もし断って、親を怒らせたらどうしよう。もし受け入れすぎて、他の生徒との公平性が崩れたらどうしよう。

 学校の若い教師は、こういう板挟みの中で消耗していく。

「習い事があるから宿題を減らして」
学校はどう答えるべきか

 その日の放課後、今度は二年生の数学教師が相談に来た。

 彼は学年の中堅で、部活も持っている。

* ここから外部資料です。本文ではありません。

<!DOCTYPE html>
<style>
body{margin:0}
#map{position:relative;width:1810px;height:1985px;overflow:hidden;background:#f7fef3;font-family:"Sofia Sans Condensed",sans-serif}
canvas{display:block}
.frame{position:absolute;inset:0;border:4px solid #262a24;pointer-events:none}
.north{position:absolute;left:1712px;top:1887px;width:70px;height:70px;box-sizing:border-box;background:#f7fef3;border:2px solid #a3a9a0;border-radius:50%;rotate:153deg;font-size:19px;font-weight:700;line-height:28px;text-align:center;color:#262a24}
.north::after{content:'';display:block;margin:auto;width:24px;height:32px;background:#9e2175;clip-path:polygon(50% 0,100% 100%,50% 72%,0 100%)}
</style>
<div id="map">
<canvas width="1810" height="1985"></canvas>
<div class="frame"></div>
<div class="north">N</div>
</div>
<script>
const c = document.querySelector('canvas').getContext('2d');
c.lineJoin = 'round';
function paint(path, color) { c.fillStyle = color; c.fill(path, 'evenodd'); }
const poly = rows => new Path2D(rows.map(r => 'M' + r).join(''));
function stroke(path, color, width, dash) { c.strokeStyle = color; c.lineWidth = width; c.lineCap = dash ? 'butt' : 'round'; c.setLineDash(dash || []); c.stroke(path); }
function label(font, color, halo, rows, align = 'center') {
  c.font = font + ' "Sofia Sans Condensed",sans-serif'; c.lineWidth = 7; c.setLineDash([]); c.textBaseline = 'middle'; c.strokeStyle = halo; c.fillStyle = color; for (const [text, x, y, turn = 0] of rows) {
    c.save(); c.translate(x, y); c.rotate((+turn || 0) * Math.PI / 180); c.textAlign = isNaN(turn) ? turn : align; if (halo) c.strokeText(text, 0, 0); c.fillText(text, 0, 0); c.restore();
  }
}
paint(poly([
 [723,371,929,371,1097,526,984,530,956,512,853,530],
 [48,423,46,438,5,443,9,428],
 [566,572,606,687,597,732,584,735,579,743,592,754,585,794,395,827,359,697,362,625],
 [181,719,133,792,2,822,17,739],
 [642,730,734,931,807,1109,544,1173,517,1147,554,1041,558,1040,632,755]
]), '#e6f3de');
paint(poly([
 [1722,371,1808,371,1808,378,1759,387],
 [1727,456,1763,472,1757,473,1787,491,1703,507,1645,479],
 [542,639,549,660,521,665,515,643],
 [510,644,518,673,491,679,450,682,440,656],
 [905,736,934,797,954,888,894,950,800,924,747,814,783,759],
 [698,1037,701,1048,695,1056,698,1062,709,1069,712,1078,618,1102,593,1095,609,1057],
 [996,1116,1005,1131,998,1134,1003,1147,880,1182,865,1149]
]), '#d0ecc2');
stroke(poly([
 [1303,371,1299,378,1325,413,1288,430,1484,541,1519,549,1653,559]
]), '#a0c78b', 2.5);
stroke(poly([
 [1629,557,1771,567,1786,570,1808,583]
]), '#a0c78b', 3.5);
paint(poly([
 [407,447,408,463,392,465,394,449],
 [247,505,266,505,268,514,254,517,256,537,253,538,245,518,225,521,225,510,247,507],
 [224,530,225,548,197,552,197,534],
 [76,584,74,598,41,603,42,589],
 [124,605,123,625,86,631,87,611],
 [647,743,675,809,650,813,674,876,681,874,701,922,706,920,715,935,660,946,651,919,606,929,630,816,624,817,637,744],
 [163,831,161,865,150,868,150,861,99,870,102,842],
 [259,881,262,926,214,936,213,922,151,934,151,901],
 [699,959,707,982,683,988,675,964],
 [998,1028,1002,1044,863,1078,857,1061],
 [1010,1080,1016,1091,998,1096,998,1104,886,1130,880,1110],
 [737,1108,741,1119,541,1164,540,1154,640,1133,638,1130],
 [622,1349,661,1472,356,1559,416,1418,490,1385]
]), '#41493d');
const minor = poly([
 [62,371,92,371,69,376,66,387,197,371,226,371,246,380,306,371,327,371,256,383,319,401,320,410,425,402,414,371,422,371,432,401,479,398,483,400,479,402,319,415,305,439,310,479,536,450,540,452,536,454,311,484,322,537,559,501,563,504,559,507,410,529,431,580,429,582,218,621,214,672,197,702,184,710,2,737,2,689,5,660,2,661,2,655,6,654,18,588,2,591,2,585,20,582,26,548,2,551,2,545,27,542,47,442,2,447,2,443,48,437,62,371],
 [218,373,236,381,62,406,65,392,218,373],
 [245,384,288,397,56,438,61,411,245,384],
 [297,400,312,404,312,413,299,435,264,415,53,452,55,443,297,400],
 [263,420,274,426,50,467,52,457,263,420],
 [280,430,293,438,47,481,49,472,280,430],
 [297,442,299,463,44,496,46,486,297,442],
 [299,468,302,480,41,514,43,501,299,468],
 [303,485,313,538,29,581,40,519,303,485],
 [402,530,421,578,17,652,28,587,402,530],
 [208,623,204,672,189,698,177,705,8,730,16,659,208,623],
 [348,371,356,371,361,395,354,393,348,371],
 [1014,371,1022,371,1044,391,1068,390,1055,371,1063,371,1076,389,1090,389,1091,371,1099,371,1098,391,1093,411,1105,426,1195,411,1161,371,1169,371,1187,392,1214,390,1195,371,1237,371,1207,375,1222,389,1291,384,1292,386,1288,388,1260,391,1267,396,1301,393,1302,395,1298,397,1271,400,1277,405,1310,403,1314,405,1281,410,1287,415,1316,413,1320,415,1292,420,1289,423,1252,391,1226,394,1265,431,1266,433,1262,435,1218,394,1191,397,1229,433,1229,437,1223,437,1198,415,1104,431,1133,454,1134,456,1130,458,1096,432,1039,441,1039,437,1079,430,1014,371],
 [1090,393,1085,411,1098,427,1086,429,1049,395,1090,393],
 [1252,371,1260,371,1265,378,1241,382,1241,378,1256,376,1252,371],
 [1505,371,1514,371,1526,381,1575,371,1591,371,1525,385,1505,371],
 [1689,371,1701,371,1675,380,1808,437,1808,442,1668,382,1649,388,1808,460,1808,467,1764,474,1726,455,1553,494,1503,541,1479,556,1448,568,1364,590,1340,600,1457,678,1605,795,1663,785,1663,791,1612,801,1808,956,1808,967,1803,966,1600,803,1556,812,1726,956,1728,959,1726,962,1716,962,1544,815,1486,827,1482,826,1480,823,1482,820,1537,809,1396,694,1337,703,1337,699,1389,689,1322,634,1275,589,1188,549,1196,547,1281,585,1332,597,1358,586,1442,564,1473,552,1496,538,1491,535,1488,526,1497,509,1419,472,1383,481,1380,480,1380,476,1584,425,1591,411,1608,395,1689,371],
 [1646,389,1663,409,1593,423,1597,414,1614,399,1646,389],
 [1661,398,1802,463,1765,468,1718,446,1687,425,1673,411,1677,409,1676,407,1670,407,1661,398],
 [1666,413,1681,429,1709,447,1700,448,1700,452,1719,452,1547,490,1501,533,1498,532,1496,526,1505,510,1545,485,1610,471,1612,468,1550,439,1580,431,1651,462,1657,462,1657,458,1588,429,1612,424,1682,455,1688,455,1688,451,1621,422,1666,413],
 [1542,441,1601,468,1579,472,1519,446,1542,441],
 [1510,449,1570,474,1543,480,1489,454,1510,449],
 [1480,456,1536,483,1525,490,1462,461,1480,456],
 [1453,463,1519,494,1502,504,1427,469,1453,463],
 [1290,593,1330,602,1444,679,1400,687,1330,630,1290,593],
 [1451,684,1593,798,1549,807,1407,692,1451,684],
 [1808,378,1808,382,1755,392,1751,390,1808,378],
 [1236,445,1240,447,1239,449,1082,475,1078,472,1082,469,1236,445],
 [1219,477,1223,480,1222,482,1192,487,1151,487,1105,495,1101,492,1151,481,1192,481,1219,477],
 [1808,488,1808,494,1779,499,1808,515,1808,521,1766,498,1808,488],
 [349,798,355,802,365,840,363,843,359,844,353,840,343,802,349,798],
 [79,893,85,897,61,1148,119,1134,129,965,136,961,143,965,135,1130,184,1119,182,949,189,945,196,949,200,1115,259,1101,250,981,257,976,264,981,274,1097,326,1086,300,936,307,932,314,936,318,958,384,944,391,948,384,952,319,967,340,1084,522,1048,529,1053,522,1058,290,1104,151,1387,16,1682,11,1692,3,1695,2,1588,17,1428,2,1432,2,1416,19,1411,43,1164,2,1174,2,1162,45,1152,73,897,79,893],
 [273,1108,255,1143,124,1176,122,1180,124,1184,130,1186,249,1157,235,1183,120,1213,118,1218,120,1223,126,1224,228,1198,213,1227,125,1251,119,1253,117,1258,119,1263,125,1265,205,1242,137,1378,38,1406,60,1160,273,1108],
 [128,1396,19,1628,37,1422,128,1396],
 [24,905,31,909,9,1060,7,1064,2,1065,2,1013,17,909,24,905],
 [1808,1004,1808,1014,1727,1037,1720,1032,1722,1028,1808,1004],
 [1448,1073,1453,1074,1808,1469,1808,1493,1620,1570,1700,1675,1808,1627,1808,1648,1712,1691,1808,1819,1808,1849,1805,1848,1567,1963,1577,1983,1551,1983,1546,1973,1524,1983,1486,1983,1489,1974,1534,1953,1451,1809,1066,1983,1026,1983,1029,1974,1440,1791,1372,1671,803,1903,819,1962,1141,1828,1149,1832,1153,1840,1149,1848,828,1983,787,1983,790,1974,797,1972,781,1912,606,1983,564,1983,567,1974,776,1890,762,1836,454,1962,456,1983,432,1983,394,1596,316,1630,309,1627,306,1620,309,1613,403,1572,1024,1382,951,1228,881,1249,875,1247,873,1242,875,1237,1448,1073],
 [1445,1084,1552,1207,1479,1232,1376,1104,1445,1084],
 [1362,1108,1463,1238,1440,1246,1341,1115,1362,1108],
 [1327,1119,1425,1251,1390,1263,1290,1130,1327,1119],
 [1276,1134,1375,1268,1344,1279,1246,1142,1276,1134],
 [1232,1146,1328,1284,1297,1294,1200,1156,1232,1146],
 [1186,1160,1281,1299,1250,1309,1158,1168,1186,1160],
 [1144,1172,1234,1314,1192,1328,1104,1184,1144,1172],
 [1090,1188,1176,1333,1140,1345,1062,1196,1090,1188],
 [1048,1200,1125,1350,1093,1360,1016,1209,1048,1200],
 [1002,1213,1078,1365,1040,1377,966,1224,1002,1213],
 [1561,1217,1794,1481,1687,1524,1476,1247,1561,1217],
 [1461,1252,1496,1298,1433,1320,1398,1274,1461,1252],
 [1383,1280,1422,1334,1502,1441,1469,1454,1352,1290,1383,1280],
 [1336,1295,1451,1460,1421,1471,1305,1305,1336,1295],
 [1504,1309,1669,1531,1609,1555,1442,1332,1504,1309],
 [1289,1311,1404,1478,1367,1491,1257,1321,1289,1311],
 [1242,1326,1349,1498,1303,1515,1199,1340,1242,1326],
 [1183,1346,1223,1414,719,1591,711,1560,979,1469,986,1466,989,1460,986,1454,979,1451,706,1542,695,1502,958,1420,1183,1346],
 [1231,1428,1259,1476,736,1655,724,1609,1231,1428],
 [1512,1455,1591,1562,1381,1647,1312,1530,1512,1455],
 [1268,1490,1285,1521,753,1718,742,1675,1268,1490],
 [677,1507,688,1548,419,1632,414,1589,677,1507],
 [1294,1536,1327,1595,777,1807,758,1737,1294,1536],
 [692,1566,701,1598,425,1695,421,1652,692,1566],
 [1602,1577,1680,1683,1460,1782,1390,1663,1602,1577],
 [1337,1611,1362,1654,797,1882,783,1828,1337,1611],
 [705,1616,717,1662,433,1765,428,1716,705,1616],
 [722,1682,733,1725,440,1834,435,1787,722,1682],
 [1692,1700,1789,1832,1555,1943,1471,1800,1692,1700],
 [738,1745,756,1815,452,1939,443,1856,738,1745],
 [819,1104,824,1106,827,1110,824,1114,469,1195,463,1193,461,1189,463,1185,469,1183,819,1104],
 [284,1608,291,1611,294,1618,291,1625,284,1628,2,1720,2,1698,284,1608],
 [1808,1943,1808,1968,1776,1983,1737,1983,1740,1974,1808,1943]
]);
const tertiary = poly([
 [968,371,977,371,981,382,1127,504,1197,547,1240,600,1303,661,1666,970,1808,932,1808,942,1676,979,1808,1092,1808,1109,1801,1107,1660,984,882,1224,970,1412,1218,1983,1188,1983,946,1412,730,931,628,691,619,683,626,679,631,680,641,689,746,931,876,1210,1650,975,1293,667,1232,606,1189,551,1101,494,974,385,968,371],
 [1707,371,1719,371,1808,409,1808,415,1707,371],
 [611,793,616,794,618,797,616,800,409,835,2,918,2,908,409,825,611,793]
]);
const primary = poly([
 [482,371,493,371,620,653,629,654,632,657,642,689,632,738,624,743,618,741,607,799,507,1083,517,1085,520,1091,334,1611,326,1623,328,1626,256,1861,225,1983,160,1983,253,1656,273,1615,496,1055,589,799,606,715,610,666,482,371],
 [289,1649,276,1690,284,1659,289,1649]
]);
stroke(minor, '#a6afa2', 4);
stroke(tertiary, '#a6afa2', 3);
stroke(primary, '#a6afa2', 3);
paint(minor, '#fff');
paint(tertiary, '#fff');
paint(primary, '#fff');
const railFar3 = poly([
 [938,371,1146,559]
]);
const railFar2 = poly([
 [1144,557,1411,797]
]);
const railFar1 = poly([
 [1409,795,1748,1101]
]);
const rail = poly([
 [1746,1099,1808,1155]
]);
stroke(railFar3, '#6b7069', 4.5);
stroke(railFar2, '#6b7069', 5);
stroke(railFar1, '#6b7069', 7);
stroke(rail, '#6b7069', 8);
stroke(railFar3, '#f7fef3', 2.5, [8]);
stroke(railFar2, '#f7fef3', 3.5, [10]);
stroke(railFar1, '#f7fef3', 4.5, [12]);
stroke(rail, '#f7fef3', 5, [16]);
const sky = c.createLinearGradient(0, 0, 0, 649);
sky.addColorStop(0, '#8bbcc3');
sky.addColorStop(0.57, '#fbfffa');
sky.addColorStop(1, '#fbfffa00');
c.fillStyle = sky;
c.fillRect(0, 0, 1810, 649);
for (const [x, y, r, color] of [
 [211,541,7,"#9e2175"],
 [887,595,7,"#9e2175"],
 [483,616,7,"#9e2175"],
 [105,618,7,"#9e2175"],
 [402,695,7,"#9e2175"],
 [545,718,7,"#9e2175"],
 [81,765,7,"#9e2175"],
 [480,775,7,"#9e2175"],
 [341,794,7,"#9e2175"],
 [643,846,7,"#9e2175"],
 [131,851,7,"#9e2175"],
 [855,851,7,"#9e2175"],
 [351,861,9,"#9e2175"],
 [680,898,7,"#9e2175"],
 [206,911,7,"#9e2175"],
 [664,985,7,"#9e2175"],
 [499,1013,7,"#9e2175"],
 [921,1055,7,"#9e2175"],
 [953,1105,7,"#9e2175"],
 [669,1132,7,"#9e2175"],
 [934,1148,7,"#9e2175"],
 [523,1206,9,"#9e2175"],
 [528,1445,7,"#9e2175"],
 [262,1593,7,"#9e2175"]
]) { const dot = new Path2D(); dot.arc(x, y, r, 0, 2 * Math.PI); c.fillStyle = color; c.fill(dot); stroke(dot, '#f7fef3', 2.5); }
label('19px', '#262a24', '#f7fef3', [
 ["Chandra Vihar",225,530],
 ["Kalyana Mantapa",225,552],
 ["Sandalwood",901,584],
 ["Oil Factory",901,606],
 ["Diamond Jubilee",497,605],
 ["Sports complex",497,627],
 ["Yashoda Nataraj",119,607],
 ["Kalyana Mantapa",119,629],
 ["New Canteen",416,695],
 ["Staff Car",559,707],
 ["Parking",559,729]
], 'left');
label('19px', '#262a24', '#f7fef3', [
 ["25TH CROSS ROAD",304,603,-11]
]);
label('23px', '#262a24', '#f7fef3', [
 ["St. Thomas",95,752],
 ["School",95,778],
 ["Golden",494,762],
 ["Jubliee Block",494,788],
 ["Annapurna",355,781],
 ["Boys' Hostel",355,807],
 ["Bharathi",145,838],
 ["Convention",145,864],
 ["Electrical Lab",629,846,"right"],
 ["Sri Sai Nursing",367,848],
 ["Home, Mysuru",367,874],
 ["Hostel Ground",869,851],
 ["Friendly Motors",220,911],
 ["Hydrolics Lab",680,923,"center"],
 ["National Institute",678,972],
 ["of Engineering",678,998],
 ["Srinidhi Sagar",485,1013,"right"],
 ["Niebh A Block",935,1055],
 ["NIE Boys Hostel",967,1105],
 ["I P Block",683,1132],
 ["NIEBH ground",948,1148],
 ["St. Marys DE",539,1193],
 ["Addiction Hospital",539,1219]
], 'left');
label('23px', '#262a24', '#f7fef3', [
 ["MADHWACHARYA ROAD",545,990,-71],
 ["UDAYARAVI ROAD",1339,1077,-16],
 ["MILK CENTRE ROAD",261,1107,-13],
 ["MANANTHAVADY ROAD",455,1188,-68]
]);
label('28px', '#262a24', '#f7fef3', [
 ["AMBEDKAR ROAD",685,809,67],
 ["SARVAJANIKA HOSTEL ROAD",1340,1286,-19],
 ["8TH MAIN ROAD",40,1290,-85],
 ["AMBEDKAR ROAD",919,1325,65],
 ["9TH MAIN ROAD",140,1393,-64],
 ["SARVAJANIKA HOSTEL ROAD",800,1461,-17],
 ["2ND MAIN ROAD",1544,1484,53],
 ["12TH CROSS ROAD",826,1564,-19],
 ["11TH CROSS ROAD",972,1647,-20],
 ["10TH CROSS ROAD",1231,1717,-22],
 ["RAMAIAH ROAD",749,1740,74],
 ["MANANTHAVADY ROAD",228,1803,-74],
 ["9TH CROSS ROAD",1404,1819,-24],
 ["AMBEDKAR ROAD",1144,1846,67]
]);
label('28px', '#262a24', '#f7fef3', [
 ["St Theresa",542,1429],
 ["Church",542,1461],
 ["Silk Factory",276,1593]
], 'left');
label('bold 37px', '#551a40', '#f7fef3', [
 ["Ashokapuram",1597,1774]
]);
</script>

普段は多少のことでは動じない男だったが、その日は珍しく苦笑いを浮かべていた。

「すみません、また保護者絡みで」

「何だ」

「2組の保護者から、“習い事があるので宿題を減らしてほしい”って言われまして」

 I教頭は思わず、聞き返した。

「習い事があるから?」

「はい。英語も塾もピアノもあって、平日は帰宅が遅い。今の量では回らないから、家庭学習の負担を調整してほしいと」

「子ども本人の訴えか」

「いや、お母さんです。“今の子は忙しいんです”“学校はまだ昭和の感覚で宿題を出している”って」

 教師はそこで少し笑った。笑ったのは、おかしさよりも、困惑をごまかすためだった。

「それで、君は」

「家庭での事情は理解します、と。ただ、宿題は授業の定着のためのものなので、個人の習い事の予定だけで減らすのは難しいと伝えました。そしたら、“学校だけが子どもの学びじゃないですよね”って返されて」

 I教頭は、机の上の付箋に目を落とした。

 習い事があるから宿題を減らしてほしい――これもまた、完全に理不尽とは言い切れない要求だった。今の中学生は本当に忙しい。学校が終わってから塾へ向かい、さらに英語や音楽やスポーツの教室を掛け持ちしている子も珍しくない。保護者は、そこまで含めて「うちの子の生活」を必死に回している。だから、学校の宿題がそのスケジュールを圧迫するなら、減らしてほしいと言いたくなる。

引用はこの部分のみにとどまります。